I'd love to see Pouliot produce. I liked the trade immensely. Lats was never going to produce in Montreal like he did in Minny. I do wish him well there. I hope Pouliot stays and produces, and doesn't end up with the long list of failed prospects. He's loaded with talent - and size - IMO.

I'm a BIG Gorges fan, but I'd like to see Gionta as captain. Both never stop working, but Gionta is the bigger 'star player' IMO.

My favourite player growing up was The Big M, and I was thrilled when he beat out Bobby Hull for rookie of the year. That should date me. Long time Hab fan, BTW.

Keep up the great posts. They are so inciteful and well thought out, it is a joy reading them. Your journalist talent shows in spades. I check EVERY day (I am a bit of a Hab fanatic).

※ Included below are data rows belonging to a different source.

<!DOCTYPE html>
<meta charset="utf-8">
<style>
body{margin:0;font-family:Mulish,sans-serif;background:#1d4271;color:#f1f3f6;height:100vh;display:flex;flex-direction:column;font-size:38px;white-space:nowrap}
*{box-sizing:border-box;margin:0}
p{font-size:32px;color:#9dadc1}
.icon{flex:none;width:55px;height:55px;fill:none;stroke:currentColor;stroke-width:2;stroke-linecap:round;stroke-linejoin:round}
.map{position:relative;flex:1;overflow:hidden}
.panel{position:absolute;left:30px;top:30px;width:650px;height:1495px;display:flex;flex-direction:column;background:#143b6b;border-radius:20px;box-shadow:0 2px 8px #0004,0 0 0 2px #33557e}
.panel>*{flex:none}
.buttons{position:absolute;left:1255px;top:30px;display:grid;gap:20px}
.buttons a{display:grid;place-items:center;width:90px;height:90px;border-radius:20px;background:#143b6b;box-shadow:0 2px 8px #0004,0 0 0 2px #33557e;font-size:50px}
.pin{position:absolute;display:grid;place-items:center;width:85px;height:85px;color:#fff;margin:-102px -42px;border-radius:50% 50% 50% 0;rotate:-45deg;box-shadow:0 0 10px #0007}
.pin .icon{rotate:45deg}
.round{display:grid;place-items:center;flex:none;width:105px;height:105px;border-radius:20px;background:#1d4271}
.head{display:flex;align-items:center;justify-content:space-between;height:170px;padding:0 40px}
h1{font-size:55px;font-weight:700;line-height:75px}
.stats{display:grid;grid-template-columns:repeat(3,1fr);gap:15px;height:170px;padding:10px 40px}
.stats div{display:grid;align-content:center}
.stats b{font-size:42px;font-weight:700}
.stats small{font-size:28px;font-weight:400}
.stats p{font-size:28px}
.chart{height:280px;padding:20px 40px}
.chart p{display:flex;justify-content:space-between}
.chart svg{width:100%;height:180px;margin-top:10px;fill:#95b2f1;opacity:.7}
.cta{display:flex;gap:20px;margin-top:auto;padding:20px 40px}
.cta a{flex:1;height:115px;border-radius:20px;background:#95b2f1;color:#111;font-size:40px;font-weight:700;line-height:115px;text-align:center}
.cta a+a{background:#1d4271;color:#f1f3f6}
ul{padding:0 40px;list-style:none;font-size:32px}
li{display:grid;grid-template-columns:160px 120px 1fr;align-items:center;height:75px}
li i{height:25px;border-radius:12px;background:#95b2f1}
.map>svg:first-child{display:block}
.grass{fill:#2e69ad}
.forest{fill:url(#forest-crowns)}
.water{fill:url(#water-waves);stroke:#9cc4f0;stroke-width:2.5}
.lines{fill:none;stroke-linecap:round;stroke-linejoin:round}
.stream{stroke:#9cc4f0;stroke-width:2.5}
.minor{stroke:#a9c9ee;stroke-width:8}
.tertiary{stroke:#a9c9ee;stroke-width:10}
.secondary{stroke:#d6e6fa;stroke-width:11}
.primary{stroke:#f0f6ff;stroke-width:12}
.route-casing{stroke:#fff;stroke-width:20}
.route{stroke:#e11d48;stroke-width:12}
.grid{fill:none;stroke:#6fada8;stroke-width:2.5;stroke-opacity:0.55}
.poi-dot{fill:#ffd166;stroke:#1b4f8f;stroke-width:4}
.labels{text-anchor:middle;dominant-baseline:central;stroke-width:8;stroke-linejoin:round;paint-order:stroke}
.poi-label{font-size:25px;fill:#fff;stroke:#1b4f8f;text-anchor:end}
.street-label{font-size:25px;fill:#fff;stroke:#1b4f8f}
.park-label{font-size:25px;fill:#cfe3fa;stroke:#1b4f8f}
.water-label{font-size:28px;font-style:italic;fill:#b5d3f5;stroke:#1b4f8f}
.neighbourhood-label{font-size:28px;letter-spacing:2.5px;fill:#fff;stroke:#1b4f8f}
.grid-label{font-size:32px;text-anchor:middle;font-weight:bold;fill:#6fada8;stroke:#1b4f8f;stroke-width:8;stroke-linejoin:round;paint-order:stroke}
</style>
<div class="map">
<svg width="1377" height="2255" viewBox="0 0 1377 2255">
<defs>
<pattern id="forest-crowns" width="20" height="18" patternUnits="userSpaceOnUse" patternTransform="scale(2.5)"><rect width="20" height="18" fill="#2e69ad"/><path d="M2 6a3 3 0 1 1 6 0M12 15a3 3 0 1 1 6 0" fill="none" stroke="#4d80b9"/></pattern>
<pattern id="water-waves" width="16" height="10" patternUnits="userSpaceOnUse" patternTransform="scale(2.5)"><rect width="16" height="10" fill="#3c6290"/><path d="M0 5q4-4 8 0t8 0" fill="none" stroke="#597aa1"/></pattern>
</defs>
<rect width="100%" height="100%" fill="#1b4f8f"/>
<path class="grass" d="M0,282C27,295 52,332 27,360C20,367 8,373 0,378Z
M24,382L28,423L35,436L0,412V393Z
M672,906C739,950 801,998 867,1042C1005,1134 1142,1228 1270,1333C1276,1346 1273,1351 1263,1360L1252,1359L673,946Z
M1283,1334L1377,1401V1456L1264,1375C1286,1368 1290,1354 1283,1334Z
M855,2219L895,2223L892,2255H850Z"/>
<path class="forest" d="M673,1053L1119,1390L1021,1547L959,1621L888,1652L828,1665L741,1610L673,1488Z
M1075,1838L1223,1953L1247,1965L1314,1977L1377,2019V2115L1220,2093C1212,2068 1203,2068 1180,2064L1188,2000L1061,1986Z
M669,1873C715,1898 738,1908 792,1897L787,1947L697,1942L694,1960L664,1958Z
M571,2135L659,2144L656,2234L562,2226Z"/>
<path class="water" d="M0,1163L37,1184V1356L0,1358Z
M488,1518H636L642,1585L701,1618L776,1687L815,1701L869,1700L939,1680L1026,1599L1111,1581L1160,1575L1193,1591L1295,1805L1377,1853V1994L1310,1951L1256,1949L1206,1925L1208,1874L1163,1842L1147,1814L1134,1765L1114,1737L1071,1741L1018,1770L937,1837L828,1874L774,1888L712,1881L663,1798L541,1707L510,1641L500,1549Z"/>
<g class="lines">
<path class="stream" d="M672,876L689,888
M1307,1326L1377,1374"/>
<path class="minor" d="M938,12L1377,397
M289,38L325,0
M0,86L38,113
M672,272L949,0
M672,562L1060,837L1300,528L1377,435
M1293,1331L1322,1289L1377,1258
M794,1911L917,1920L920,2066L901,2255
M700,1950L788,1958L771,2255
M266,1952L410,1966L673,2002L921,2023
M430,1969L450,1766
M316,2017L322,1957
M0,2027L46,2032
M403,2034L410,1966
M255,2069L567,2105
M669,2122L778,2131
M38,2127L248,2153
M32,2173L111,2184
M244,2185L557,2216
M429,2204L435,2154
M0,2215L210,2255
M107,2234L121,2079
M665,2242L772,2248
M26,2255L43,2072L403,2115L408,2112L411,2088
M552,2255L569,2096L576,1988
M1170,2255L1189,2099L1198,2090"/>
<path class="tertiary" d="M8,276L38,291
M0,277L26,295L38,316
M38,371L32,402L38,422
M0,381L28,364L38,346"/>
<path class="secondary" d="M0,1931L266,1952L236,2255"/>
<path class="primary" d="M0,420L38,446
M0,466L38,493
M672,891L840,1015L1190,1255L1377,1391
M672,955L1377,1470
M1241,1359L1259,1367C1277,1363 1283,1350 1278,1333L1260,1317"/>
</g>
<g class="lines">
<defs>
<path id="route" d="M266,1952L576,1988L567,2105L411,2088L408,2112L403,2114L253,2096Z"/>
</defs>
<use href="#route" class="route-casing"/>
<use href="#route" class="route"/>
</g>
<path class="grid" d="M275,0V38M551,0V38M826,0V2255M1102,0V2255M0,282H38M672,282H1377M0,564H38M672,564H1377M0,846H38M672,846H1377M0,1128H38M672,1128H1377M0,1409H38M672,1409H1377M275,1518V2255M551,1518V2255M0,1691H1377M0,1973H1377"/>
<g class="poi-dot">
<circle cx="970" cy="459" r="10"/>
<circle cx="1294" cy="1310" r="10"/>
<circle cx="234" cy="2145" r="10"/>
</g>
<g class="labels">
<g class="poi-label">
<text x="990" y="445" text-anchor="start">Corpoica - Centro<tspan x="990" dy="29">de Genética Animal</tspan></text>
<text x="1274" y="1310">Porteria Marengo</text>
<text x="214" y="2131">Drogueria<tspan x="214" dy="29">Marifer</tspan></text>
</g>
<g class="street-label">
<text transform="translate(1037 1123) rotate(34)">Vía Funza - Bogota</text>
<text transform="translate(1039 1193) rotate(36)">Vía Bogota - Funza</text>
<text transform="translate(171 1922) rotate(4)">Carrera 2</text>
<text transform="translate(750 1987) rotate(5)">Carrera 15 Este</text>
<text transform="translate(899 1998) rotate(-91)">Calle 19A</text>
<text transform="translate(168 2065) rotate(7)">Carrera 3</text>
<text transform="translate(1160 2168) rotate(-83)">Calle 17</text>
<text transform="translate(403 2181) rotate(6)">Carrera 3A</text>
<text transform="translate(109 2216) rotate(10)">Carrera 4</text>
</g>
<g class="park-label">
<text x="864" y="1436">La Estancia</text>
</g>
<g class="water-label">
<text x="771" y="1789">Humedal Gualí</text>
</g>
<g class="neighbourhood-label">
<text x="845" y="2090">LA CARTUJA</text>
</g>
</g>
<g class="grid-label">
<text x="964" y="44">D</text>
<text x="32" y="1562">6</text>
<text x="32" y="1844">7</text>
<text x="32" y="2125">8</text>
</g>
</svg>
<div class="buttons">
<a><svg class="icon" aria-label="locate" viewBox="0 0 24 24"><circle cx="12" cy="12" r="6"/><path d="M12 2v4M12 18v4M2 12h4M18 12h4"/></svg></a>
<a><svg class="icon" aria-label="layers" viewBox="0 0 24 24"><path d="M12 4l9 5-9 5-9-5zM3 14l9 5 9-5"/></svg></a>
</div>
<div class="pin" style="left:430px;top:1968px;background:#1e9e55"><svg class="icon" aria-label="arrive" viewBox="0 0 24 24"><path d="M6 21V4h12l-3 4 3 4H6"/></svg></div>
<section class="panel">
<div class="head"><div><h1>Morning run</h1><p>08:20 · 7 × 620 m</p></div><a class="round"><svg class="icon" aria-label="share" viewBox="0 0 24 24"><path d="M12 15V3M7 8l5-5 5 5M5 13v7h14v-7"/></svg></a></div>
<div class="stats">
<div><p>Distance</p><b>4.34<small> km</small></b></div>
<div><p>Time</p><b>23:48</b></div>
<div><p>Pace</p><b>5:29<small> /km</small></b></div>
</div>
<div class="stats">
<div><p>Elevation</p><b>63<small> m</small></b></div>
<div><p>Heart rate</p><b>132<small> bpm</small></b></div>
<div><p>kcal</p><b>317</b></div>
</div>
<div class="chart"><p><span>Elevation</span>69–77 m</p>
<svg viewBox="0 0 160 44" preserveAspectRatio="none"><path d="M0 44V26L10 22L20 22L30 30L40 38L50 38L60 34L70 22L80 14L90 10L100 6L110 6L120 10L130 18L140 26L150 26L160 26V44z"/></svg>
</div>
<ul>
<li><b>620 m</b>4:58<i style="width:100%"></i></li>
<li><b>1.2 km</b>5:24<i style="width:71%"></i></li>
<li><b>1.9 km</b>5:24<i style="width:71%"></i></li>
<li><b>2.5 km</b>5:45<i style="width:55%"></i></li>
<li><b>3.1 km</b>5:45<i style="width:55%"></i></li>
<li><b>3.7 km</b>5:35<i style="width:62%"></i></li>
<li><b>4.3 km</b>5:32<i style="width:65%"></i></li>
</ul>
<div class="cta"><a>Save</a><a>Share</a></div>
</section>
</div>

Thanks again, J.T. Best wishes to you, your non-hockey fan hubby, and kids.

pierre said...

Watching one of our playoff games last spring from Vancouver my sister's first impression on our team (her usual reference being the Canucks and whatever series they're in) was that they were.... fast, relentless, well organised... a treat to watch.

She is not moving back to Montreal but she'll be watching more of us..... hopefully our identity will keep developping around those lines.

Anonymous said...

The first game against the leafs should give a good indication of what the Habs identity will be. Burke's boys will try to murder the Canadiens and how they respond to the physical play will be interesting to watch. Although I was thrilled with the first two rounds of the playoffs, the Flyer series was very disappointing. I know the Habs were tired out by the back to back emotional 7 game series but their inability to give the Flyers a real battle leaves me pessimistic about the immediate future. The Habs will most likely be a bubble team not a contender for the foreseeable future. Having Moen as the only physical response is depressing. I feel sorry for the poor guy.

As far as Doan goes, he's good hockey player but a racist, so what are you gonna do?